__ACTION ITEM__: Please give the count of lines in the listing underneath that hold "strokeStyle", leaving out everything else.

__INPUT DATA__:
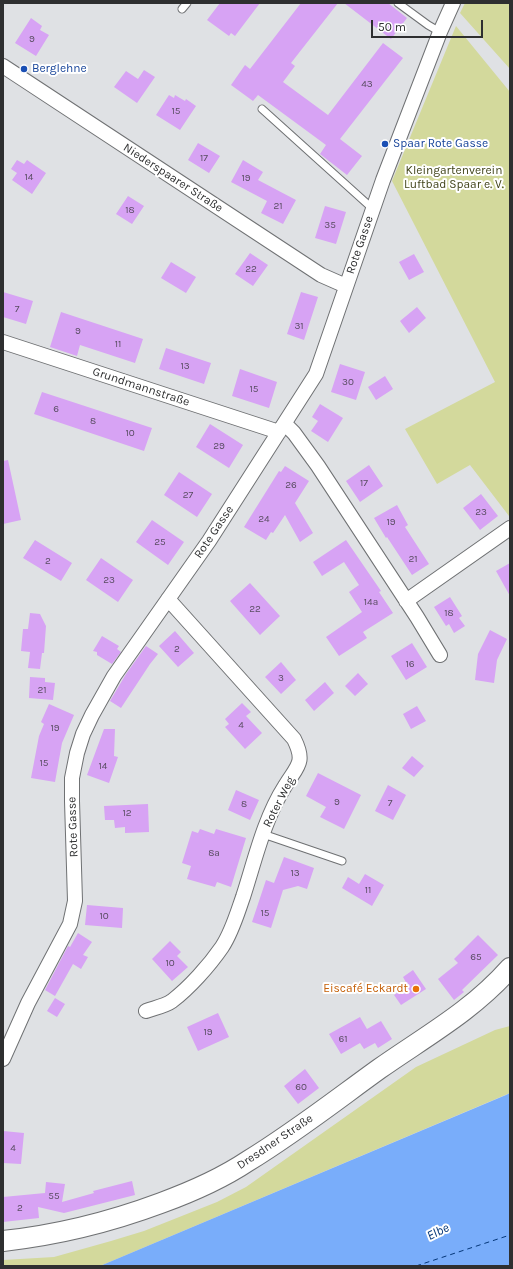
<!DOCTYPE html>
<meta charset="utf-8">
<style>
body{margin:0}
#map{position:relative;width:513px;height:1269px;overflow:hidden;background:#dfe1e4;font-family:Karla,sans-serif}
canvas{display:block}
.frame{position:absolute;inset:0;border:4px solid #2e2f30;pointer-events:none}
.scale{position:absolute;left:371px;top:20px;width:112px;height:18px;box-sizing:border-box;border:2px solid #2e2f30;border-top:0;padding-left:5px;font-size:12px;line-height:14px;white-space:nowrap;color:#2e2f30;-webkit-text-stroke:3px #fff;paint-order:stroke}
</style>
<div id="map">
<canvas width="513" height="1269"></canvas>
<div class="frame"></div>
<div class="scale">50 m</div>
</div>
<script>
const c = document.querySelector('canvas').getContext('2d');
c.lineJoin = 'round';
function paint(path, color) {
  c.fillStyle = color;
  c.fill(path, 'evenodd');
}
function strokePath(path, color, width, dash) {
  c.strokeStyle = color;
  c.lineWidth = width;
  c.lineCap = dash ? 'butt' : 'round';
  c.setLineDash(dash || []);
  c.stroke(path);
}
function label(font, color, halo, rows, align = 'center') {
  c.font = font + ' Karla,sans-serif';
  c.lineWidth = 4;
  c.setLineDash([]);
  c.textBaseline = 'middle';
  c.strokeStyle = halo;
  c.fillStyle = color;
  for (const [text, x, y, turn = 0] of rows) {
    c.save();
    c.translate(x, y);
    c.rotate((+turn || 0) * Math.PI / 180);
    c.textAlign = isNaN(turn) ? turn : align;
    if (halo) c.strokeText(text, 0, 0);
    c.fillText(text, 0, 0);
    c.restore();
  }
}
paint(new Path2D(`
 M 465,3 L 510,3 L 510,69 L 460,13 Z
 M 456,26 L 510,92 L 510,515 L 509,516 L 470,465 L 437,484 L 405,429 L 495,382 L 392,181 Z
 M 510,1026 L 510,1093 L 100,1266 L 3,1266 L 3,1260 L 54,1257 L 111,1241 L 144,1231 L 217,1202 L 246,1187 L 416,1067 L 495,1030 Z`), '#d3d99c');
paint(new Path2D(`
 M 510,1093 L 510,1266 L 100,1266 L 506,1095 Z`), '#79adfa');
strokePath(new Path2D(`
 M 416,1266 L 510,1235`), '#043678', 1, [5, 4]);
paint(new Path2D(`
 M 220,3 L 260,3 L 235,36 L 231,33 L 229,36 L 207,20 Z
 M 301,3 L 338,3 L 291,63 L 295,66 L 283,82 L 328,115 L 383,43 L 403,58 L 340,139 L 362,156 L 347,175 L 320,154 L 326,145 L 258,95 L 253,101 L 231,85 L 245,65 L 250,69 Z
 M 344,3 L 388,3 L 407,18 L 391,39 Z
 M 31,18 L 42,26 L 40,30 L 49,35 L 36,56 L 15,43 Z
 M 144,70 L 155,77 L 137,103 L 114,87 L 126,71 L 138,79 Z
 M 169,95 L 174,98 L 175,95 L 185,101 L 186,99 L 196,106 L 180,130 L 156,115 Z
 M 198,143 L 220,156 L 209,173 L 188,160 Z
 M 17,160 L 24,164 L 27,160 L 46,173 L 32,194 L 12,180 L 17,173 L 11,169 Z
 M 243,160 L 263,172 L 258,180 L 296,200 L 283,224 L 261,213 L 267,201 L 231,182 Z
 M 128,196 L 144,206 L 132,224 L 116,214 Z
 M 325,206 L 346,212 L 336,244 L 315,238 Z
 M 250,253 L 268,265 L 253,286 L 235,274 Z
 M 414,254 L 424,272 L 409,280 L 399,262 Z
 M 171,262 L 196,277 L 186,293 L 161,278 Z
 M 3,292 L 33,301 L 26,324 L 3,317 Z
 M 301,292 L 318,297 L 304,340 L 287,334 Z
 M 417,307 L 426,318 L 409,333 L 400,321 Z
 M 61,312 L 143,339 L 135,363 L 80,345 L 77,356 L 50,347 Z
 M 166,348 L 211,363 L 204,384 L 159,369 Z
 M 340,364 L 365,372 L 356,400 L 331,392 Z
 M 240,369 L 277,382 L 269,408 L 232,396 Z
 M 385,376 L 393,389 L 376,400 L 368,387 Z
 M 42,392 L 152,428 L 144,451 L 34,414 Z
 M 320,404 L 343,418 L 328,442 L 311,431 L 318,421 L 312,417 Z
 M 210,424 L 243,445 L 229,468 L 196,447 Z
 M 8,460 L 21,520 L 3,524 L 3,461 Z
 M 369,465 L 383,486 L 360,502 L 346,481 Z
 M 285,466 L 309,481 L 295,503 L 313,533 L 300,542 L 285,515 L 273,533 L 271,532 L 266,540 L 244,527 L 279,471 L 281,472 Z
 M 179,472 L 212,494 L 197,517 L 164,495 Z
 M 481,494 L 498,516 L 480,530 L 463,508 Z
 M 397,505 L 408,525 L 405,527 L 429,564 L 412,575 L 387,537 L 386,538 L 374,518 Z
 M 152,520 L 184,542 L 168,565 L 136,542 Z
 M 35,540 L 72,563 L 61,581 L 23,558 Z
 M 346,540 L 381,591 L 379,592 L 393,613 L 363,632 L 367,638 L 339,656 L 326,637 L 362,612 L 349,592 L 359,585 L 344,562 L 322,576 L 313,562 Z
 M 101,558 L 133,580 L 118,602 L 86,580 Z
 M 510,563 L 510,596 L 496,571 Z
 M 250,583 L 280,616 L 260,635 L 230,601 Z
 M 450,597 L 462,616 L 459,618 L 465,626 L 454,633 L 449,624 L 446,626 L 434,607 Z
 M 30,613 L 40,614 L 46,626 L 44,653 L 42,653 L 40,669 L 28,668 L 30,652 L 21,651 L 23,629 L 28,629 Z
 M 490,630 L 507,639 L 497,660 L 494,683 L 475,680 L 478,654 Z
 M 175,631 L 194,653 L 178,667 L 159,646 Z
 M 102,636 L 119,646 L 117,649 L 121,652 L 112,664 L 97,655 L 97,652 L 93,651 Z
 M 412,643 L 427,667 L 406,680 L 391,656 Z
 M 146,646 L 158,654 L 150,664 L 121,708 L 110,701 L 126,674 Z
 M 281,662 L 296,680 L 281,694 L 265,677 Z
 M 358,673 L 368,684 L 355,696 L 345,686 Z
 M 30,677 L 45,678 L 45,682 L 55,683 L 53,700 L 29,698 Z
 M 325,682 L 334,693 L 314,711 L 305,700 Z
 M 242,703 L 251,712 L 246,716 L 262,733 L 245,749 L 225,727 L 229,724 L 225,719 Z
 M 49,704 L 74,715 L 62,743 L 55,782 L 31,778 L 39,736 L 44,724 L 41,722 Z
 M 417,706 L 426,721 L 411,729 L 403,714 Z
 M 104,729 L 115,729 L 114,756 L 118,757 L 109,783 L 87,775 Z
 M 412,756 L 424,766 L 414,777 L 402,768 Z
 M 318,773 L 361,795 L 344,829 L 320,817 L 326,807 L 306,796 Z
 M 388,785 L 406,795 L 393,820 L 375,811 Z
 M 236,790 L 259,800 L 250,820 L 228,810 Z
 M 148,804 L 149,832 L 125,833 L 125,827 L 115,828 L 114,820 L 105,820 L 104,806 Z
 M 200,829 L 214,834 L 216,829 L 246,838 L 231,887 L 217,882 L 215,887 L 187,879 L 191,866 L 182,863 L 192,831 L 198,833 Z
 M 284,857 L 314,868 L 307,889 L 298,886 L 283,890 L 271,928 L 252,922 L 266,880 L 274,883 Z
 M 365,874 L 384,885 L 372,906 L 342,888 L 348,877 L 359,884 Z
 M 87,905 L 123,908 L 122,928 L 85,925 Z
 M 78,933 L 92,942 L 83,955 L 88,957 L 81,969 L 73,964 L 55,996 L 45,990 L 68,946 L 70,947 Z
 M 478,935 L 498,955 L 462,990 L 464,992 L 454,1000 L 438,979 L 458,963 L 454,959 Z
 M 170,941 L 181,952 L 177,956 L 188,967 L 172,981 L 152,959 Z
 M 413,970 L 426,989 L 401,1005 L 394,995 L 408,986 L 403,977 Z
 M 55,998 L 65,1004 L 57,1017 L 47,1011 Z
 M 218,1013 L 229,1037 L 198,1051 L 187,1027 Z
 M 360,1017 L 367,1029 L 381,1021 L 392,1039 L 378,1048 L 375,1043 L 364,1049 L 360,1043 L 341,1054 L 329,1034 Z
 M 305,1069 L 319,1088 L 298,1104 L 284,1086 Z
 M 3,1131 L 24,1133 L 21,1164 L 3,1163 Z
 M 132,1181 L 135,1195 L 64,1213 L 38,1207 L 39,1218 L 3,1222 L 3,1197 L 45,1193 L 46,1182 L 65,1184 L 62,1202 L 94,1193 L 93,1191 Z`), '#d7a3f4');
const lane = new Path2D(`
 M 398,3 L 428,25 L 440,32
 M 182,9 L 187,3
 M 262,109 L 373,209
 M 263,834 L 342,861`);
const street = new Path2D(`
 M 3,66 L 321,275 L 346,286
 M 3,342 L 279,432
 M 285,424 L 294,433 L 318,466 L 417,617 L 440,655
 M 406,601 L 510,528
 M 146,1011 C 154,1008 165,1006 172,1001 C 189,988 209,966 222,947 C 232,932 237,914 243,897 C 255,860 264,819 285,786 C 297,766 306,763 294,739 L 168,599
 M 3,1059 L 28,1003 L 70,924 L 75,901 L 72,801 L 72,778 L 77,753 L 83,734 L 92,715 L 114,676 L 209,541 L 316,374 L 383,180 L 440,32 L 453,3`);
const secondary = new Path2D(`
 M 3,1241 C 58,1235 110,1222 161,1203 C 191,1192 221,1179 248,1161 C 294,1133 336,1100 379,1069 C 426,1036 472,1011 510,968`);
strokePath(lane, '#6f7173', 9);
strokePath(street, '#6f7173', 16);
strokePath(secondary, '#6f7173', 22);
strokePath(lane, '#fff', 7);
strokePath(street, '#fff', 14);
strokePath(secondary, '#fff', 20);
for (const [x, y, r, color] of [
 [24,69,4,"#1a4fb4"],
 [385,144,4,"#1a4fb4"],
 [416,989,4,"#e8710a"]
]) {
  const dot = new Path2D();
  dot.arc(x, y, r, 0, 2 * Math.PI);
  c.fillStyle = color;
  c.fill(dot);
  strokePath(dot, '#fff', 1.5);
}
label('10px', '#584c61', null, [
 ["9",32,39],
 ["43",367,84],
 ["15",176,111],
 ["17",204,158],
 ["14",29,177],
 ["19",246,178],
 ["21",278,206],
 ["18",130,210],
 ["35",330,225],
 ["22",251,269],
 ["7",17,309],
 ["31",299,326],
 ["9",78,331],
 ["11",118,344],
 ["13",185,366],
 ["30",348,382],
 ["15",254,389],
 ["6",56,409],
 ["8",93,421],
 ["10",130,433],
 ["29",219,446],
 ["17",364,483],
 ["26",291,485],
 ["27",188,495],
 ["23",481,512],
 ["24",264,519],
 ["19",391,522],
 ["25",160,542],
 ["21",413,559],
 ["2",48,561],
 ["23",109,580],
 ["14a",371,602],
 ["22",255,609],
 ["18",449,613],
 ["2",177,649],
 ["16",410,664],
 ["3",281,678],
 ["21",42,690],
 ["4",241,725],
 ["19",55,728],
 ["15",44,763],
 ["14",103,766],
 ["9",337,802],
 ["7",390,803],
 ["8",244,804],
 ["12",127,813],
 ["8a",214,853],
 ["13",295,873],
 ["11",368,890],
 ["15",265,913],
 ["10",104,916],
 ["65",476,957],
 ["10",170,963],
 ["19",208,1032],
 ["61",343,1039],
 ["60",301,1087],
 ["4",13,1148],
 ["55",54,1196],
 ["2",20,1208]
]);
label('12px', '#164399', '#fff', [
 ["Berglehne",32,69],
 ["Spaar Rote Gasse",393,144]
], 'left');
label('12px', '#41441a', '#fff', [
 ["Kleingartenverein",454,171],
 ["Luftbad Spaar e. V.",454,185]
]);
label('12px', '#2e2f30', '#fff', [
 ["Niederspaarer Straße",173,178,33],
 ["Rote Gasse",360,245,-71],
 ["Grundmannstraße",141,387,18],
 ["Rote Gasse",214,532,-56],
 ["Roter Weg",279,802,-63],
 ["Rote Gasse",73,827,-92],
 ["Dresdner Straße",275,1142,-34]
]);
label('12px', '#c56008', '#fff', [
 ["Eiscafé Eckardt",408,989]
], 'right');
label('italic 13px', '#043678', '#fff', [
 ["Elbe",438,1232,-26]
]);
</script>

__ANSWER FOR THIS EXERCISE__: 2